General Electric’s stock surged nearly 12% Thursday as the industrial conglomerate reported revenue that was stronger than analysts had expected and as new CEO Lawrence Culp reassured investors a long-awaited turnaround may finally be underway.

GE said revenue rose 5.4% in the last quarter of 2018 to $33.3 billion, beating Wall Street forecasts by $1.1 billion, thanks to growth in its aviation, renewable-energy, and transportation businesses. The company’s non-GAAP earnings per share of 17 cents, however, came in below the consensus of 22 cents.

GE also said it reached a $1.5 billion settlement with the Justice Department over pre-2008 financial crisis practices at its now-defunct subprime mortgage business. GE has already set aside money for the settlement.

Given the bad news GE has faced for the past year, the results were strong enough to encourage investors that Lawrence Culp, who took over as CEO last October, could engineer a turnaround at the company. “The crisis phase feels like it has passed,” RBC analyst Deane Dray told CNN. “GE had such an epic unraveling.
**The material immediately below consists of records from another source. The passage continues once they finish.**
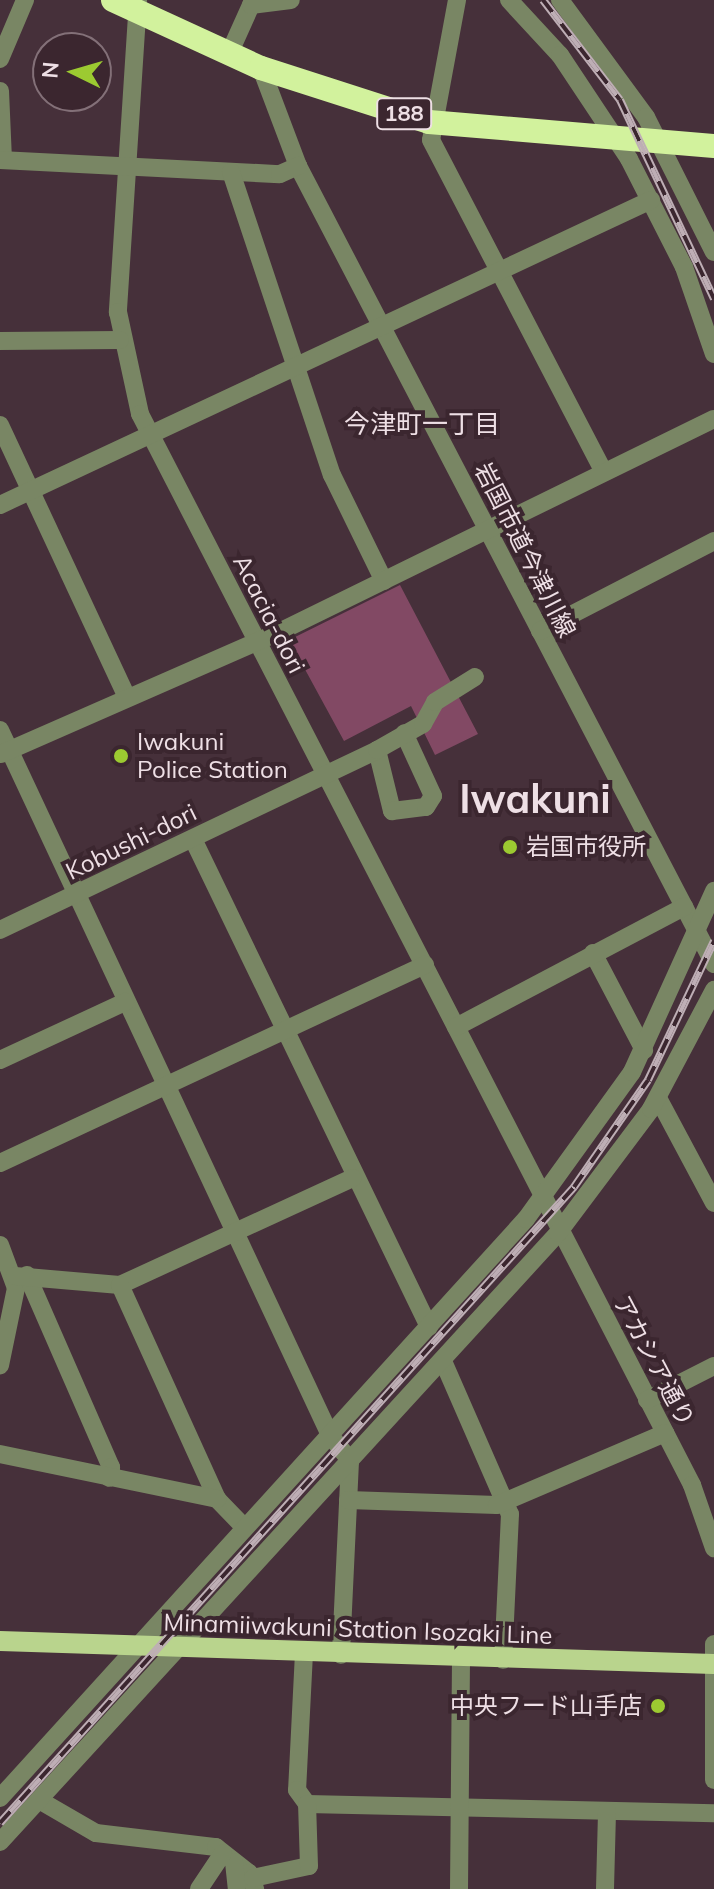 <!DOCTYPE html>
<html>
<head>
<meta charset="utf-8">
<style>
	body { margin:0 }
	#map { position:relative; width:714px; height:1889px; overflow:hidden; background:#46303a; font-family:Mulish,"Noto Sans JP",sans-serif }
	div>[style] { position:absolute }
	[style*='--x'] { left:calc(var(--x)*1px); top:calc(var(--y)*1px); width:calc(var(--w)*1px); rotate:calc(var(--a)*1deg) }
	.green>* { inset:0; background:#824964 }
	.minor>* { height:18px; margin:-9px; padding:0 9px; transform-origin:9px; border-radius:9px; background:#798664 }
	.major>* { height:20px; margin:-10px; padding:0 10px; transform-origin:10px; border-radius:10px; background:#b9d48d }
	.highway>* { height:24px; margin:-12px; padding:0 12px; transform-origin:12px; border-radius:12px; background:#d2f29d }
	.rail>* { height:8px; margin-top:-4px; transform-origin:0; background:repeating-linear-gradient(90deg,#3b262f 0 15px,#beaeb5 0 30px); box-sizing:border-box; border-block:2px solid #beaeb5 }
	.dots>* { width:22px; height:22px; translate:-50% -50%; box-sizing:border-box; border:4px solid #3b262f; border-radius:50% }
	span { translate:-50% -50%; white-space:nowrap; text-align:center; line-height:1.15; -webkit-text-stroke:8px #3b262f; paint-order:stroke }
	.shield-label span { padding:2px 6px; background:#3b262f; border:2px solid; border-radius:6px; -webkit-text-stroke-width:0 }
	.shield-label { font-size:22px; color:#eedfe5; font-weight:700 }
	.street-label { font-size:24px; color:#eedfe5 }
	.poi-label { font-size:24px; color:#eedfe5 }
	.left { translate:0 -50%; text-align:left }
	.right { translate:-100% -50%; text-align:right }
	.neighbourhood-label { font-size:26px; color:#eedfe5 }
	.town-label { font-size:40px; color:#eedfe5; font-weight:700 }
	.north { position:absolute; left:32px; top:32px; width:80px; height:80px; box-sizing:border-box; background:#3b262f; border:2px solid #837078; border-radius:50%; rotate:275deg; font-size:22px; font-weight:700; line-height:32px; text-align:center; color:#eedfe5 }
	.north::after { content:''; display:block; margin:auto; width:28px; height:36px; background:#9cca31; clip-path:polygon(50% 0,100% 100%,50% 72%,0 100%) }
</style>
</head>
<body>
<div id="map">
	<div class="green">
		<i style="clip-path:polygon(400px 585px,478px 734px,435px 755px,411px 706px,344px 741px,289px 640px)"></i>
	</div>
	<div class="minor">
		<i style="--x:138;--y:0;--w:313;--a:93.7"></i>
		<i style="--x:118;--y:312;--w:104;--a:77.8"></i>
		<i style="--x:140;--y:414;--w:1205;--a:62.73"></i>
		<i style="--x:692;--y:1485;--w:67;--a:70.8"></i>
		<i style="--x:457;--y:0;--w:142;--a:100.5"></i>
		<i style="--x:431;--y:140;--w:373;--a:62.5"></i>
		<i style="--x:509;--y:0;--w:75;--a:47.2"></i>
		<i style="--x:560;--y:55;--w:125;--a:56.4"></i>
		<i style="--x:629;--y:159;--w:121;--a:63"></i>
		<i style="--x:684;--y:267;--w:92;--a:71"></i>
		<i style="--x:560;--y:0;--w:145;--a:53.7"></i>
		<i style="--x:646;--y:117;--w:151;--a:63.3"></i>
		<i style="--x:229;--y:54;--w:54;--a:-65.8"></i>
		<i style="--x:251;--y:5;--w:40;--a:-7.1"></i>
		<i style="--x:0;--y:59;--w:64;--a:-67"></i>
		<i style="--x:261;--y:68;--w:105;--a:69.3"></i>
		<i style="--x:298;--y:166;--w:900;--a:62.47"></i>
		<i style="--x:0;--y:91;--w:69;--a:87.5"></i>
		<i style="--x:0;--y:160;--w:280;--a:2.9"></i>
		<i style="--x:280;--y:174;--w:20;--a:-24"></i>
		<i style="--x:231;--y:172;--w:319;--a:71.6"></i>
		<i style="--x:332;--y:475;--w:118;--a:63.9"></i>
		<i style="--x:0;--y:341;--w:120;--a:-0.5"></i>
		<i style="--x:0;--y:425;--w:300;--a:65"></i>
		<i style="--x:0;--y:505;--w:719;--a:-25.1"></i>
		<i style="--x:540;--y:631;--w:196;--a:-27.3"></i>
		<i style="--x:0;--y:730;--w:778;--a:64.92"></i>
		<i style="--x:330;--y:1435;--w:33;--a:52"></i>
		<i style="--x:350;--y:1461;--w:194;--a:92.7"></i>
		<i style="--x:377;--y:750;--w:63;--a:76.2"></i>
		<i style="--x:392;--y:811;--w:34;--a:-7"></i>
		<i style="--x:426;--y:807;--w:13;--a:-58"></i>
		<i style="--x:433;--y:796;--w:69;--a:-114.7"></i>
		<i style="--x:1;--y:754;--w:306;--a:-23.7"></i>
		<i style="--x:281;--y:631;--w:482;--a:-26.1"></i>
		<i style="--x:193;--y:839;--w:542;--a:64.19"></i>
		<i style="--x:0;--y:930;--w:418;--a:-25.5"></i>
		<i style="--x:377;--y:750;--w:53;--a:-29.5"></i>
		<i style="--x:423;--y:724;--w:25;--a:-61"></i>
		<i style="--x:435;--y:702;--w:47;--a:-32"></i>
		<i style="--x:593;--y:953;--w:110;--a:62.3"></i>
		<i style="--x:456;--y:1027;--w:258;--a:-27.8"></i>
		<i style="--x:0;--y:1060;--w:138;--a:-24.9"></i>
		<i style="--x:658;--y:1098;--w:119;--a:61.9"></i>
		<i style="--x:0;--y:1163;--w:469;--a:-25"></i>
		<i style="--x:0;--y:1245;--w:46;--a:69.6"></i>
		<i style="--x:16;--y:1288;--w:79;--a:101.7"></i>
		<i style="--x:27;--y:1275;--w:210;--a:66.4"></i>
		<i style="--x:111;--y:1467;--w:11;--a:100"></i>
		<i style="--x:15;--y:1276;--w:105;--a:4.9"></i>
		<i style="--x:120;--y:1285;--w:256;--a:-24.7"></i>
		<i style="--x:120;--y:1285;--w:235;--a:65.6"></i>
		<i style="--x:217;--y:1499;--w:40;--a:46"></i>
		<i style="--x:443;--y:1361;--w:167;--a:66.4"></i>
		<i style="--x:510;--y:1514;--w:146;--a:92.7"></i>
		<i style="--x:647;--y:1400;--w:75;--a:-26.9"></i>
		<i style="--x:0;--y:1454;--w:222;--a:11.7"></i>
		<i style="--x:348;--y:1500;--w:149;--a:1.9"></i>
		<i style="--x:497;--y:1505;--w:183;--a:-23.2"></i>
		<i style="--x:714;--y:1644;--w:136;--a:90"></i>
		<i style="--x:304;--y:1653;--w:137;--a:92.9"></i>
		<i style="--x:297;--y:1790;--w:17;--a:54"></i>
		<i style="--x:307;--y:1804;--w:407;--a:1.3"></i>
		<i style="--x:0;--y:1798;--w:782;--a:-47.75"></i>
		<i style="--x:526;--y:1219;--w:181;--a:-54.2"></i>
		<i style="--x:632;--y:1072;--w:199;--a:-65.6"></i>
		<i style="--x:39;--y:1800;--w:66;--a:30.1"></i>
		<i style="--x:96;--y:1833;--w:121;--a:6.7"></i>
		<i style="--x:216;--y:1847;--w:42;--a:38.2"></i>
		<i style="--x:249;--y:1873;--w:17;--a:69"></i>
		<i style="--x:0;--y:1842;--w:826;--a:-47.5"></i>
		<i style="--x:558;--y:1233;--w:155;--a:-53.1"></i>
		<i style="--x:651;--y:1109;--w:135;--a:-62.1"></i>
		<i style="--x:234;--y:1862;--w:27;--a:84"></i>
		<i style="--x:253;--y:1878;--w:57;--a:-12.1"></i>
		<i style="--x:309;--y:1866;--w:62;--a:-91.8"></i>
		<i style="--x:199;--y:1889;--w:43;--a:-56.3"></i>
		<i style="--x:459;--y:1889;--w:231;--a:-89.5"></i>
		<i style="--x:605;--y:1889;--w:78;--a:-88.5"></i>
	</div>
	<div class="major">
		<i style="--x:0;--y:1641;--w:714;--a:1.85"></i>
	</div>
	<div class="highway">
		<i style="--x:113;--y:0;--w:163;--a:24.7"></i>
		<i style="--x:261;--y:68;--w:176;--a:17.8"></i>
		<i style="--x:429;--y:122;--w:286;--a:4.8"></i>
	</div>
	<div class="rail">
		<i style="--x:543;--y:0;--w:126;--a:52.4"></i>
		<i style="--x:620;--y:100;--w:220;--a:64.7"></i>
		<i style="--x:0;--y:1823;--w:857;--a:-47.93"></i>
		<i style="--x:574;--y:1187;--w:130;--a:-55.3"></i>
		<i style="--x:648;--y:1080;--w:154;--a:-64.6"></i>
	</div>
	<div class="dots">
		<i style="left:121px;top:756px;background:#9cca31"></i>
		<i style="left:510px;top:847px;background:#9cca31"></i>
		<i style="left:658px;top:1706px;background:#9cca31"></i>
	</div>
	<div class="shield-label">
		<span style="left:404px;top:114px">188</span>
	</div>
	<div class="street-label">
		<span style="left:525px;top:550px;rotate:63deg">岩国市道今津川線</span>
		<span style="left:269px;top:614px;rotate:63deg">Acacia-dori</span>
		<span style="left:131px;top:842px;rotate:-26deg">Kobushi-dori</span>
		<span style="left:654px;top:1361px;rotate:62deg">アカシア通り</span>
		<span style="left:358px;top:1629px;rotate:2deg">Minamiiwakuni Station Isozaki Line</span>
	</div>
	<div class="poi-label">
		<span class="left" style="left:137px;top:756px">Iwakuni<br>Police Station</span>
		<span class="left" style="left:526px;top:847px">岩国市役所</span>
		<span class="right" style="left:642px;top:1706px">中央フード山手店</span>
	</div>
	<div class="neighbourhood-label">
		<span style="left:422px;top:424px">今津町一丁目</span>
	</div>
	<div class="town-label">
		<span style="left:535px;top:798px">Iwakuni</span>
	</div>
	<div class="north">N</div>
</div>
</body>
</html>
But there is value in the underlying business.”

In a conference call discussing earnings, Culp spoke bluntly about the challenges that still lay ahead for the company, particularly in its struggling power-generation business, which saw revenue decline 25% last quarter.

“Embracing market reality means a more appropriate revenue outlook,” Culp said in a departure from the sunny rhetoric of his predecessors, which had frustrated investors. Culp said that the power-generation business “faces a number of nonoperational headwinds and we expect a high water mark in this regard this year” but that the effects of those headwinds “should come down substantially” after 2019.

“Power is still in free-fall,” Scott Davis, analyst at Melius Research, said in a research note, adding that GE is offering “an honest assessment of the problems and (a) realistic plan to fix them … So the relief rally is explainable.”

Despite GE’s recent rally, which has brought the stock 51% up from the low point of $6.71 a share it reached last month, GE is still has far to go to recover its pre-crisis valuation. GE’s stock is still worth one-third as much as it was two years ago.